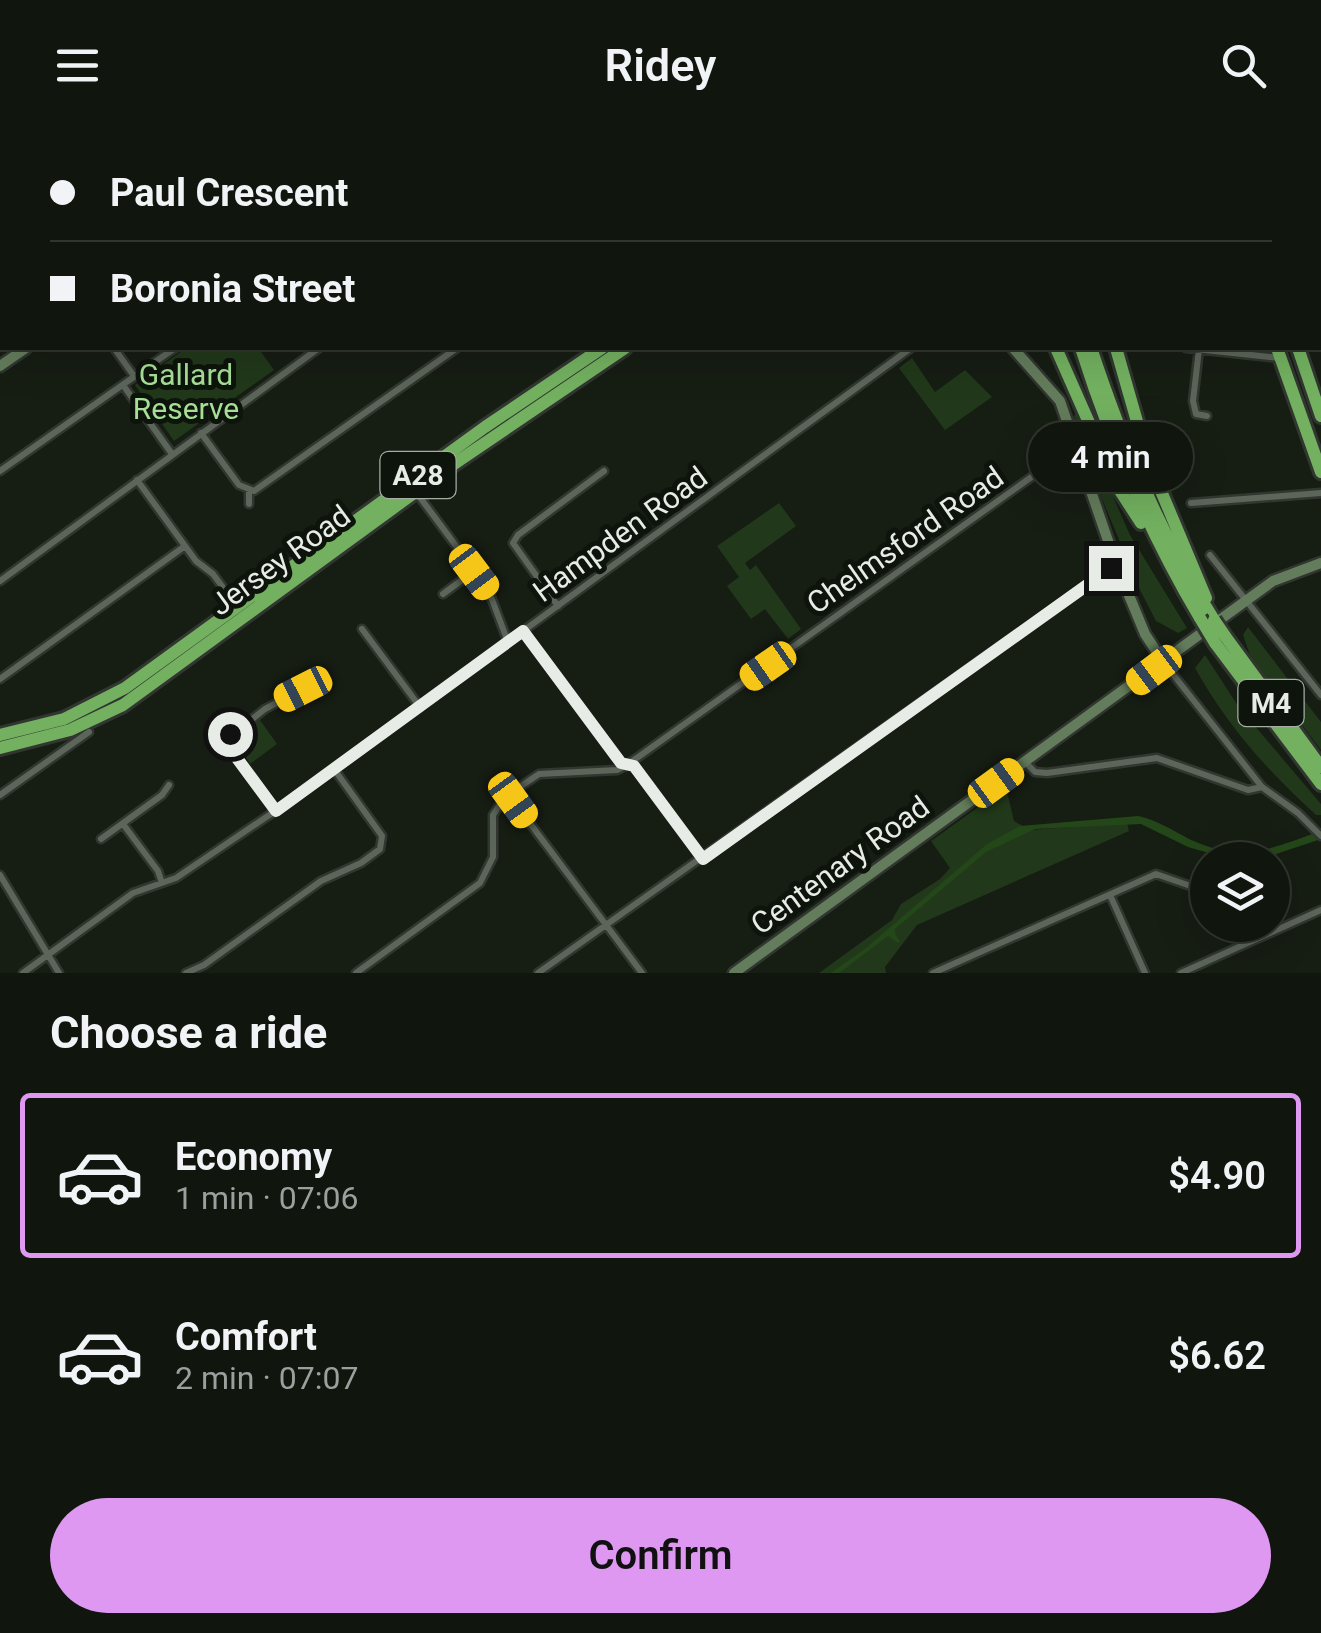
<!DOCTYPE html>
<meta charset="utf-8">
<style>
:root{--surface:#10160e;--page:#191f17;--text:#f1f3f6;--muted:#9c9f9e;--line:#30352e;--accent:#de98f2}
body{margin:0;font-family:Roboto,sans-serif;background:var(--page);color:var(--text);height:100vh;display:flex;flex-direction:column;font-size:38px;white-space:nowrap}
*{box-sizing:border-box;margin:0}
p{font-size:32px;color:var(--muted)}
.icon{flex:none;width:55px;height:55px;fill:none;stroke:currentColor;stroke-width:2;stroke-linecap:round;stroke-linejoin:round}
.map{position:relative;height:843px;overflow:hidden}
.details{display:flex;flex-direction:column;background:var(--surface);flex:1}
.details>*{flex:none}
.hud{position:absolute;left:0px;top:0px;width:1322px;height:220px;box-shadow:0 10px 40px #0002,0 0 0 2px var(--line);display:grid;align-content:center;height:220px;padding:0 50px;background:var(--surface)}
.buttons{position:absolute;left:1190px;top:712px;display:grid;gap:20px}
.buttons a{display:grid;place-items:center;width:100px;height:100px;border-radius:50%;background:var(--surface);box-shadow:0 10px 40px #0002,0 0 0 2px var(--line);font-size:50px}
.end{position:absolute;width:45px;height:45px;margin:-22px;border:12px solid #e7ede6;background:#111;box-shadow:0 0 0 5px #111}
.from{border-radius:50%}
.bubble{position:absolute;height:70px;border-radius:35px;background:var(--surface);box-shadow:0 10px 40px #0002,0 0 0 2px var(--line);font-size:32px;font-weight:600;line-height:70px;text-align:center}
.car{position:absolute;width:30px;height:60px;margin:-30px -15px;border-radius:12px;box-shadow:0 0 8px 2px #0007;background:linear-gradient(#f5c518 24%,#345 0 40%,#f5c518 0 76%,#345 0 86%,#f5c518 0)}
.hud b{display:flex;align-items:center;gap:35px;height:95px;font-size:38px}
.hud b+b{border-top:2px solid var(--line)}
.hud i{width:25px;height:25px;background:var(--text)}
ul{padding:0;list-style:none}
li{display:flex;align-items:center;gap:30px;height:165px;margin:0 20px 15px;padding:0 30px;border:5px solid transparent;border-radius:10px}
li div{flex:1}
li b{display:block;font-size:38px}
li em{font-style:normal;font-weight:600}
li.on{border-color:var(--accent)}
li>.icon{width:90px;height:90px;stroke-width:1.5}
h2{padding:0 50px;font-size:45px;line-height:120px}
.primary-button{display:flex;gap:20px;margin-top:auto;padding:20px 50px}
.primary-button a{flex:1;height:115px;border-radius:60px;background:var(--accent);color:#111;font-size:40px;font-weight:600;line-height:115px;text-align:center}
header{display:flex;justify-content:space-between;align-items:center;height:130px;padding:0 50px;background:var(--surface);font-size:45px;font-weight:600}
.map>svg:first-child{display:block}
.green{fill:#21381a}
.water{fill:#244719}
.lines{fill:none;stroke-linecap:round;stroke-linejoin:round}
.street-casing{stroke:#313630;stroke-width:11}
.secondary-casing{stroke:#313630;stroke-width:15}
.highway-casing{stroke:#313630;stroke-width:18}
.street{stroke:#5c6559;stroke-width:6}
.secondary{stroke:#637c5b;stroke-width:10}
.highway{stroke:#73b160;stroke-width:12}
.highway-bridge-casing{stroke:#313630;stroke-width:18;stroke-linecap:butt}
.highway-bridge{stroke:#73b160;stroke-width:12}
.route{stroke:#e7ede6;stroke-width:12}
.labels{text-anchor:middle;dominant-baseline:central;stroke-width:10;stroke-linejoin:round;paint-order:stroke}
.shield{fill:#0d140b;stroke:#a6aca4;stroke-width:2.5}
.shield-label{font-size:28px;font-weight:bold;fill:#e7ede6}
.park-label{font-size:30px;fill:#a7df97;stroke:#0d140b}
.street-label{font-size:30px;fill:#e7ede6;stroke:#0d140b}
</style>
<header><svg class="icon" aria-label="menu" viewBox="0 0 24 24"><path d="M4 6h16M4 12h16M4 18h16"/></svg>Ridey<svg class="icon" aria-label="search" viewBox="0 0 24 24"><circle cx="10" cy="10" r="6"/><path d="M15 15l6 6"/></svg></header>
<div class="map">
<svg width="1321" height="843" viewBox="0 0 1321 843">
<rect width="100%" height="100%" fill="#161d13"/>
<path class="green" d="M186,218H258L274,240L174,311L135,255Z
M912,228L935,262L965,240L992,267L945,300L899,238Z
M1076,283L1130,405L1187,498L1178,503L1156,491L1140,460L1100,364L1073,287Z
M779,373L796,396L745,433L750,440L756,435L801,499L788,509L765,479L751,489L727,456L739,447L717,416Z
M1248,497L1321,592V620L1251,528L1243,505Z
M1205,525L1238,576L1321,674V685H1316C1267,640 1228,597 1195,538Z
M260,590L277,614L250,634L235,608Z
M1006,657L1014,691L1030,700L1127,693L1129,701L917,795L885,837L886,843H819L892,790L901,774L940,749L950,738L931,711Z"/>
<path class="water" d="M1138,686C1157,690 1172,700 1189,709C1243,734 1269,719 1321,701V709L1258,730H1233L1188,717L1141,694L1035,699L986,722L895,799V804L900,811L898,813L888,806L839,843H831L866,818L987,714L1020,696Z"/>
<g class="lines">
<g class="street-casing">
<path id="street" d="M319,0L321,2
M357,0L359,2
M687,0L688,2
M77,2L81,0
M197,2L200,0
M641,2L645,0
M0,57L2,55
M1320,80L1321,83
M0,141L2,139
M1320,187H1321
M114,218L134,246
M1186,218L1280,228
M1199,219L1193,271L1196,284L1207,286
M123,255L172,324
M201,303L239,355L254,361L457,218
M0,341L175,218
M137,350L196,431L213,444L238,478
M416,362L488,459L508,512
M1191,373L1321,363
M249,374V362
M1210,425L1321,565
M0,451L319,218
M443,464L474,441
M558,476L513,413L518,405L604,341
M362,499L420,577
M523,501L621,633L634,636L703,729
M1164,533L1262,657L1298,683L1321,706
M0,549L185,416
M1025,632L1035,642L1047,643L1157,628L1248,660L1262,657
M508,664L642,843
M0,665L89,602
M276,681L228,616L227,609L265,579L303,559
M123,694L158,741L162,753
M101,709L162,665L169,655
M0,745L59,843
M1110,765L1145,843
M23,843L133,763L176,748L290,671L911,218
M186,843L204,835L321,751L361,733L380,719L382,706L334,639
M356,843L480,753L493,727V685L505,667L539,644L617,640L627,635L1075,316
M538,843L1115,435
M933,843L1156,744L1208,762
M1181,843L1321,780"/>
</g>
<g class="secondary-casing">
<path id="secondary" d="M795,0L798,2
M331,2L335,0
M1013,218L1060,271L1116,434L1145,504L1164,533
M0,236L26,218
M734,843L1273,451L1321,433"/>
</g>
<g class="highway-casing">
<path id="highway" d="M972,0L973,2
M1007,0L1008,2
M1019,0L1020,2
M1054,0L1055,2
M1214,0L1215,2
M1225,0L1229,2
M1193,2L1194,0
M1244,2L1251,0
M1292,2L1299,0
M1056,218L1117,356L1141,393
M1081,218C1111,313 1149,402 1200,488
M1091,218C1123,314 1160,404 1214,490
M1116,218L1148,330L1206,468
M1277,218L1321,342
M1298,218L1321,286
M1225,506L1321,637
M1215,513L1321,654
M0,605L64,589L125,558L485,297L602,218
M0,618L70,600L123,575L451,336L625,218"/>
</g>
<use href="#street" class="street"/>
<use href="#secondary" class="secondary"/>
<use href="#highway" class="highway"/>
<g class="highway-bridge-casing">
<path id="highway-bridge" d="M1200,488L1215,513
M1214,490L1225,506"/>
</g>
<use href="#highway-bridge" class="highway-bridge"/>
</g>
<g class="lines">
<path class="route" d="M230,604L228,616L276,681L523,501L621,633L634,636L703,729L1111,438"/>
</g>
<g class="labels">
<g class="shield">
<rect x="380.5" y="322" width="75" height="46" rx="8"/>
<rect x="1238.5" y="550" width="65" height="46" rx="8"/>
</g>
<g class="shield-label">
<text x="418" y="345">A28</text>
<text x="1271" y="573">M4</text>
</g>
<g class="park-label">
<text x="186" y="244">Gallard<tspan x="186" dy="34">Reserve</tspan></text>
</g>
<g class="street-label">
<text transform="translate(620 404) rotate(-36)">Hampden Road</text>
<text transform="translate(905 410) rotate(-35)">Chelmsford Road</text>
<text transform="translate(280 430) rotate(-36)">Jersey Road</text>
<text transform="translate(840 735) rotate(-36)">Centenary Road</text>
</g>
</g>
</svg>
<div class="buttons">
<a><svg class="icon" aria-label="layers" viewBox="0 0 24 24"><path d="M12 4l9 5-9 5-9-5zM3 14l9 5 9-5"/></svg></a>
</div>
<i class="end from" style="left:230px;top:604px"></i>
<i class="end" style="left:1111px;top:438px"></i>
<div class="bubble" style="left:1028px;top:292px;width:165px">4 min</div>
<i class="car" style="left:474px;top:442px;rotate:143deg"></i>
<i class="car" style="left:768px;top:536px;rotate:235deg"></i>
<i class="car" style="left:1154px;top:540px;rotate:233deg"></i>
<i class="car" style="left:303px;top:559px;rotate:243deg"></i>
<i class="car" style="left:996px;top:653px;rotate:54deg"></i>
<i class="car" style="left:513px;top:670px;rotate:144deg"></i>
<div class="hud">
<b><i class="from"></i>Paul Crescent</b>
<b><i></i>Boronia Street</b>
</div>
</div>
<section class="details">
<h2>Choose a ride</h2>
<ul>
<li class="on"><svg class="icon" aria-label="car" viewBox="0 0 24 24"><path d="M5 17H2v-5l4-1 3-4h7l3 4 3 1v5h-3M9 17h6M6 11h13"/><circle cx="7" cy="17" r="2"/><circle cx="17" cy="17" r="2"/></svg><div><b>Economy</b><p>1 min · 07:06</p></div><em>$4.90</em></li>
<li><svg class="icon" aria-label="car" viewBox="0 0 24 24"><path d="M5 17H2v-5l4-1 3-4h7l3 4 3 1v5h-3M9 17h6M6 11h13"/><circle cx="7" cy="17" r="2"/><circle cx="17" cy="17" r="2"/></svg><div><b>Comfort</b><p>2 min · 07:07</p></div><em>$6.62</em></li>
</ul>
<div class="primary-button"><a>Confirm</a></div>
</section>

+++

What needs to be done:
From the listing above, copy every line that includes the word "green".

Output for this exercise:
.green{fill:#21381a}
<path class="green" d="M186,218H258L274,240L174,311L135,255Z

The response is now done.